--- Dataset excerpts Enclosed Below ---

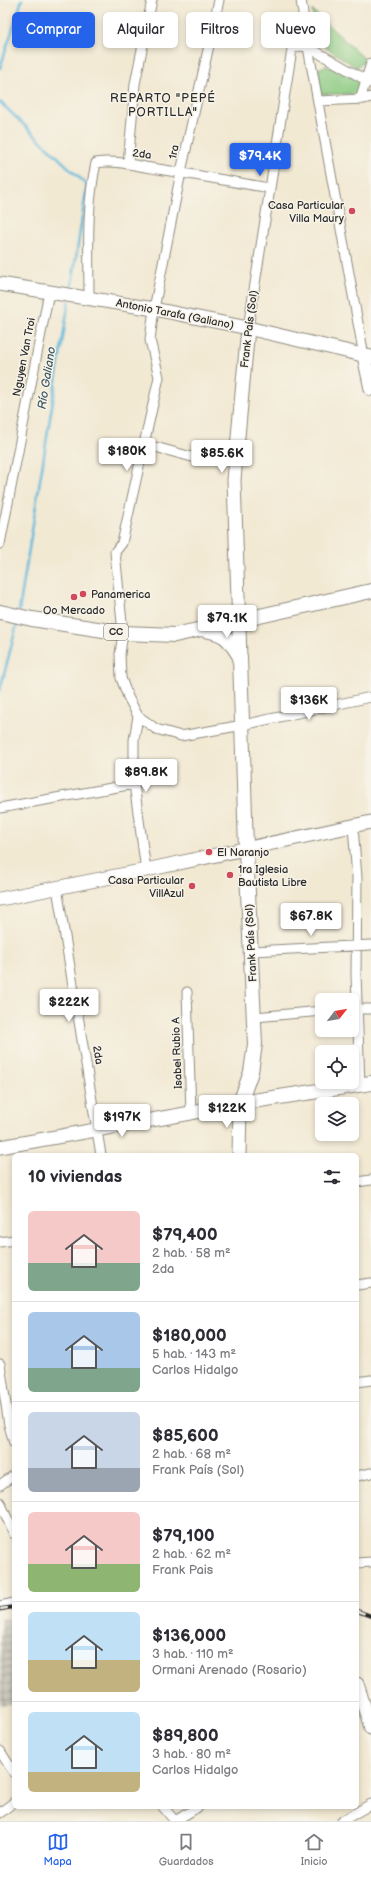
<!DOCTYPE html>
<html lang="es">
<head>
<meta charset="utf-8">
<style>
	:root { --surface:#fff; --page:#f7f7f7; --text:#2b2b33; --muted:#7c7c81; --line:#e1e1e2; --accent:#2563eb }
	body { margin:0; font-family:"Balsamiq Sans",sans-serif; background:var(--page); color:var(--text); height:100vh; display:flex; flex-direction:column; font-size:15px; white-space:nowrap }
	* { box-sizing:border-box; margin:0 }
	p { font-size:13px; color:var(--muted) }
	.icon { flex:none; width:22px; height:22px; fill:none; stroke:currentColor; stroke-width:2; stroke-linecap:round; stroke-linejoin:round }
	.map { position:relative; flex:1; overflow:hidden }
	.details { position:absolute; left:12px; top:1153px; width:347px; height:656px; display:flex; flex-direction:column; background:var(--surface); border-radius:6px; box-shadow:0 2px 6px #0003 }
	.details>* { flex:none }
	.guide { position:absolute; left:12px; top:12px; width:347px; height:36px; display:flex; gap:8px }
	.needle { width:26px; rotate:59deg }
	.buttons { position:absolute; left:315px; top:993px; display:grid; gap:8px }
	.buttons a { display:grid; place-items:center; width:44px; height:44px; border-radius:6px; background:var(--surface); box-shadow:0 2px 6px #0003; font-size:20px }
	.price { position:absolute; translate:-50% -34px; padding:0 9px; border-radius:4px; background:#fff; color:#222; font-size:13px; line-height:26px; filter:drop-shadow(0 1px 2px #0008) }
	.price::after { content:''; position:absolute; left:50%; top:24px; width:12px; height:9px; margin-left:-6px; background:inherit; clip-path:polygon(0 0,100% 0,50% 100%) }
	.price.selected { background:var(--accent); color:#fff }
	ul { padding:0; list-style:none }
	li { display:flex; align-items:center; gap:12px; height:100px; padding:0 16px }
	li+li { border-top:1px solid var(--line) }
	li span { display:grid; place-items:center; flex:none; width:112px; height:80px; border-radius:6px; color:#555 }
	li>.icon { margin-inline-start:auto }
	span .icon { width:48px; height:48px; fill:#fffc; stroke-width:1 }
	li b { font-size:17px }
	h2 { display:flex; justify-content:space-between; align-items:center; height:48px; padding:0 16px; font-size:17px }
	.chip { padding:0 14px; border-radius:6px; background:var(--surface); box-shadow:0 2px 6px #0003; font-size:14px; line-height:36px }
	.chip.selected { background:var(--accent); color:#fff }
	.menu { display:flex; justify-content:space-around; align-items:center; height:56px; border-top:1px solid var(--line); background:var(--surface); font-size:11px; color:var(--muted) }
	.menu a { display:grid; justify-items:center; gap:2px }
	.menu .selected { color:var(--accent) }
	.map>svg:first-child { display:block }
</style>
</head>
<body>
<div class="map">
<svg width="371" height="1821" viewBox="0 0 371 1821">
	<defs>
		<pattern id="industrial-grid" width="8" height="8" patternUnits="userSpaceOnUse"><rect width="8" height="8" fill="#c8c4b8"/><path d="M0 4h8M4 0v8" fill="none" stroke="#a39f96"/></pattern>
	</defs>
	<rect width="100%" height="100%" fill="#f7f3e8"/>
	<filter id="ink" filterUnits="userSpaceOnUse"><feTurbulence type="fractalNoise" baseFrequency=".025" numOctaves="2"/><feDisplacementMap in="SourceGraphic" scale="8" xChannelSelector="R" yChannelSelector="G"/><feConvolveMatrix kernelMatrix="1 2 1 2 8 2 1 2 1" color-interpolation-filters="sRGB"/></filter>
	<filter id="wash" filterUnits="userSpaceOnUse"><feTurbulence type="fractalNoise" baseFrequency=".012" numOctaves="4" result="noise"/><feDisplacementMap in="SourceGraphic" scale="16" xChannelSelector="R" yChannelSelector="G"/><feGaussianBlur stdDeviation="0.9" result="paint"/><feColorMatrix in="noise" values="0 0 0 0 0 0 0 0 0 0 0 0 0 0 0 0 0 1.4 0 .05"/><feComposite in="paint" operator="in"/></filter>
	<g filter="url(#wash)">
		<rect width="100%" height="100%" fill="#f2e9d3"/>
		<path fill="url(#industrial-grid)" d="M14,1618V1710L12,1705L1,1706L0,1697V1619Z"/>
		<path fill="#8bca82" stroke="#5b7a56" d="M312,10L367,61L356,67L317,42Z
			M326,66L362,82L358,94H321L318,69Z"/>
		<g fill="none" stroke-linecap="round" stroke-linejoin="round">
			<path stroke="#5fb8dd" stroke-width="2.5" d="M0,68L22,0
				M0,102L87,185L71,291
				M19,611L69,300
				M0,690L18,620"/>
		</g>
	</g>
	<g filter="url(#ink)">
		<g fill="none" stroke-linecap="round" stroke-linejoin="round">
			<g stroke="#8e8a7f" stroke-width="11">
				<path id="street" d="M301,0L308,47L364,356
					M360,100L371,63
					M318,101L364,99L371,97
					M128,164L135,84L152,0
					M89,299C89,254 86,207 96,163C112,160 129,164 145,167C186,173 228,181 269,188
					M248,328L292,49L300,46L308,47L371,83
					M144,444L192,457L236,458
					M0,544L49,292
					M138,716L156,729L181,736L243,725L371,697
					M0,808L134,784
					M353,826L357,878L356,974L360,1085
					M146,870L134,784V740L138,716L128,697L121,678L120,654L123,633L115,552L122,543L159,377L150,340L154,309L181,172L219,0
					M57,888L101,1155
					M252,951L371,945
					M187,992L191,1113
					M352,1009H371
					M255,1017L322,1011
					M357,1182L371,1180
					M0,1242L14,1240
					M357,1285L371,1283
					M0,1364L9,1425L14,1443
					M357,1382L371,1380
					M357,1476L371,1473
					M0,1485L14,1475
					M0,1502L14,1534
					M357,1563L371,1562
					M0,1606L14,1603
					M0,1751L14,1773
					M163,1807L175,1821
					M0,1813L14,1802
					M175,1821L198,1807
					M342,1821L371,1804"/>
			</g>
			<g stroke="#8e8a7f" stroke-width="15">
				<path id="secondary" d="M0,284L154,309L248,328L371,357
					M364,356L371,389
					M240,657L234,480L248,328
					M0,899L146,870L371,822
					M0,1147L191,1113L240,1103L239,1155
					M357,1684L371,1728"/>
			</g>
			<g stroke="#8e8a7f" stroke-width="16">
				<path id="primary" d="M0,612L32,619L123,633L175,635L371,591
					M201,629C225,634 227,635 240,657L246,849L255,1044L251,1072L240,1103L371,1083"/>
			</g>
			<use href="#street" stroke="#fff" stroke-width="9"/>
			<use href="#secondary" stroke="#fff" stroke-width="13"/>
			<use href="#primary" stroke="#fff" stroke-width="14"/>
			<g stroke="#2b2b2b" stroke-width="4">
				<path id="rail" d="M0,1609L14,1607
					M357,1611L371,1616"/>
			</g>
			<use href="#rail" stroke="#f7f3e8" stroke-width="2.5" stroke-dasharray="8" stroke-linecap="butt"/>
		</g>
	</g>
	<g fill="#d1495b" stroke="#f7f3e8" stroke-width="1.5">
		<circle cx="352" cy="211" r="4"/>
		<circle cx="83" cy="594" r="4"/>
		<circle cx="74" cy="597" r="4"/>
		<circle cx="209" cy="852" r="4"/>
		<circle cx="230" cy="875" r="4"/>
		<circle cx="192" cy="886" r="4"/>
	</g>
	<g text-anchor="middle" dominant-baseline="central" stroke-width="3" stroke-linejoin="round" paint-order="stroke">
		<rect fill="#f7f3e8" stroke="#686764" stroke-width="1" x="104" y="624" width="24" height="16" rx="3"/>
		<g font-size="10" font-weight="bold" fill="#2b2b2b">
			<text x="116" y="632">CC</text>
		</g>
		<g font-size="11" fill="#2b2b2b" stroke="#f7f3e8">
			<text transform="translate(174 152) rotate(-78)">1ra</text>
			<text transform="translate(142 154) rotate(8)">2da</text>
			<text transform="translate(175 314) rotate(11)">Antonio Tarafa (Galiano)</text>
			<text transform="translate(249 329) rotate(-83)">Frank País (Sol)</text>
			<text transform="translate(24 357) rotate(-79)">Nguyen Van Troi</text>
			<text transform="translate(251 943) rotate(-93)">Frank País (Sol)</text>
			<text transform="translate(177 1053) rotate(-92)">Isabel Rubio A</text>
			<text transform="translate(98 1055) rotate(81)">2da</text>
		</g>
		<g font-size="11" fill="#2b2b2b" stroke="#f7f3e8" text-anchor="start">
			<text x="344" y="205" text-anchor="end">Casa Particular<tspan x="344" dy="13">Villa Maury</tspan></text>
			<text x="91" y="594">Panamerica</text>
			<text x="74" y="610" text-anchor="middle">Oo Mercado</text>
			<text x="217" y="852">El Naranjo</text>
			<text x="238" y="869">1ra Iglesia<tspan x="238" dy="13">Bautista Libre</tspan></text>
			<text x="184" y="880" text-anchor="end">Casa Particular<tspan x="184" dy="13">VillAzul</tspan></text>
		</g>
		<g font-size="12" letter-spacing="1" fill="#2b2b2b" stroke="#f7f3e8">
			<text x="163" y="98">REPARTO "PEPÉ<tspan x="163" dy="14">PORTILLA"</tspan></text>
		</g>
		<g font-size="12" font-style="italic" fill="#3b5560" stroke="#f7f3e8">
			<text transform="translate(47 378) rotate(-81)">Río Galiano</text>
		</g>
	</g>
</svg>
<div class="buttons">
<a><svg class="needle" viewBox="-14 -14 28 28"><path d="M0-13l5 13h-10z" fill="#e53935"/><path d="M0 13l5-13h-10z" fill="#7c7c81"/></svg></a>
<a><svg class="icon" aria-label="locate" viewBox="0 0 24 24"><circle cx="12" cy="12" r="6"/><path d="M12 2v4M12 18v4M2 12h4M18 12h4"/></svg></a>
<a><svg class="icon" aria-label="layers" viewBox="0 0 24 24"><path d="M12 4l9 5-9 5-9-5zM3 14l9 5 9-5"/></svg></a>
</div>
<b class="price selected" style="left:260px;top:177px">$79.4K</b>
<b class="price" style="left:127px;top:472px">$180K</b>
<b class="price" style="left:222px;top:474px">$85.6K</b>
<b class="price" style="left:227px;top:639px">$79.1K</b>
<b class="price" style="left:309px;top:721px">$136K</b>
<b class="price" style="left:146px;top:793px">$89.8K</b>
<b class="price" style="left:311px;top:937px">$67.8K</b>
<b class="price" style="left:69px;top:1023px">$222K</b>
<b class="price" style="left:227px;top:1129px">$122K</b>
<b class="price" style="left:122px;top:1138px">$197K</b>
<div class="guide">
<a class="chip selected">Comprar</a>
<a class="chip">Alquilar</a>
<a class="chip">Filtros</a>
<a class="chip">Nuevo</a>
</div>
<section class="details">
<h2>10 viviendas<svg class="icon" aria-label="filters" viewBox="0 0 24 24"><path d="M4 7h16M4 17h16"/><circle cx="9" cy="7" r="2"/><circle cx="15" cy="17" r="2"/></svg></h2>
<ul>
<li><span style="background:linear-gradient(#f6c9c9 65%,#7fa58c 0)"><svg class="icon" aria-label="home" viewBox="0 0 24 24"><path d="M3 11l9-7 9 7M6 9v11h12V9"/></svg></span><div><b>$79,400</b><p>2 hab. · 58 m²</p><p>2da</p></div></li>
<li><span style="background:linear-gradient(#a9c7e8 70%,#7fa58c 0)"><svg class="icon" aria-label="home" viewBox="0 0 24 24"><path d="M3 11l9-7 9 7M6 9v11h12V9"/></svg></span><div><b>$180,000</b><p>5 hab. · 143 m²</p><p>Carlos Hidalgo</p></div></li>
<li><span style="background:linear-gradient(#c9d6e8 70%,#9aa5b1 0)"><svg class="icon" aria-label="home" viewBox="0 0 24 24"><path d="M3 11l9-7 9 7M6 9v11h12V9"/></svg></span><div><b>$85,600</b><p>2 hab. · 68 m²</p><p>Frank País (Sol)</p></div></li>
<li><span style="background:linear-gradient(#f6c9c9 65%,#8fb573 0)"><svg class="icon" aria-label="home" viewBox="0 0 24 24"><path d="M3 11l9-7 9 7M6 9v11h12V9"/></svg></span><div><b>$79,100</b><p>2 hab. · 62 m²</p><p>Frank Pais</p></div></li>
<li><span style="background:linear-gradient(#bfe0f5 60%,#c2b280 0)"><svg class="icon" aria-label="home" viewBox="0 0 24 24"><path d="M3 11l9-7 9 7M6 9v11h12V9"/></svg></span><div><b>$136,000</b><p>3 hab. · 110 m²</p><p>Ormani Arenado (Rosario)</p></div></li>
<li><span style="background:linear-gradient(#bfe0f5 75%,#c2b280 0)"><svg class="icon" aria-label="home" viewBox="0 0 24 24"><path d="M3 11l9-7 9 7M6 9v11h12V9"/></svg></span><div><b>$89,800</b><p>3 hab. · 80 m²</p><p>Carlos Hidalgo</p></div></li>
</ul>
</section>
</div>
<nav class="menu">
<a class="selected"><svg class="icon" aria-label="map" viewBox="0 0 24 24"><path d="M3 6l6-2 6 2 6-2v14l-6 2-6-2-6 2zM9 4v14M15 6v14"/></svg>Mapa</a>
<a><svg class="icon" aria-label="saved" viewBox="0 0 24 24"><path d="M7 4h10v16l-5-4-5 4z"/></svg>Guardados</a>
<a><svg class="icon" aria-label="home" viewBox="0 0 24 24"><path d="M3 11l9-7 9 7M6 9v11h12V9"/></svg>Inicio</a>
</nav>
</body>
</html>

--- End of Enclosed Dataset excerpts ---

• [Aim of the exercise] Please give an exact copy of the entries above, from the line with "flex:none; width:22px; height:22px;" down to the line with "position:absolute; left:12px; top:1153px;", inclusive, and nothing else.

• [Response]
	.icon { flex:none; width:22px; height:22px; fill:none; stroke:currentColor; stroke-width:2; stroke-linecap:round; stroke-linejoin:round }
	.map { position:relative; flex:1; overflow:hidden }
	.details { position:absolute; left:12px; top:1153px; width:347px; height:656px; display:flex; flex-direction:column; background:var(--surface); border-radius:6px; box-shadow:0 2px 6px #0003 }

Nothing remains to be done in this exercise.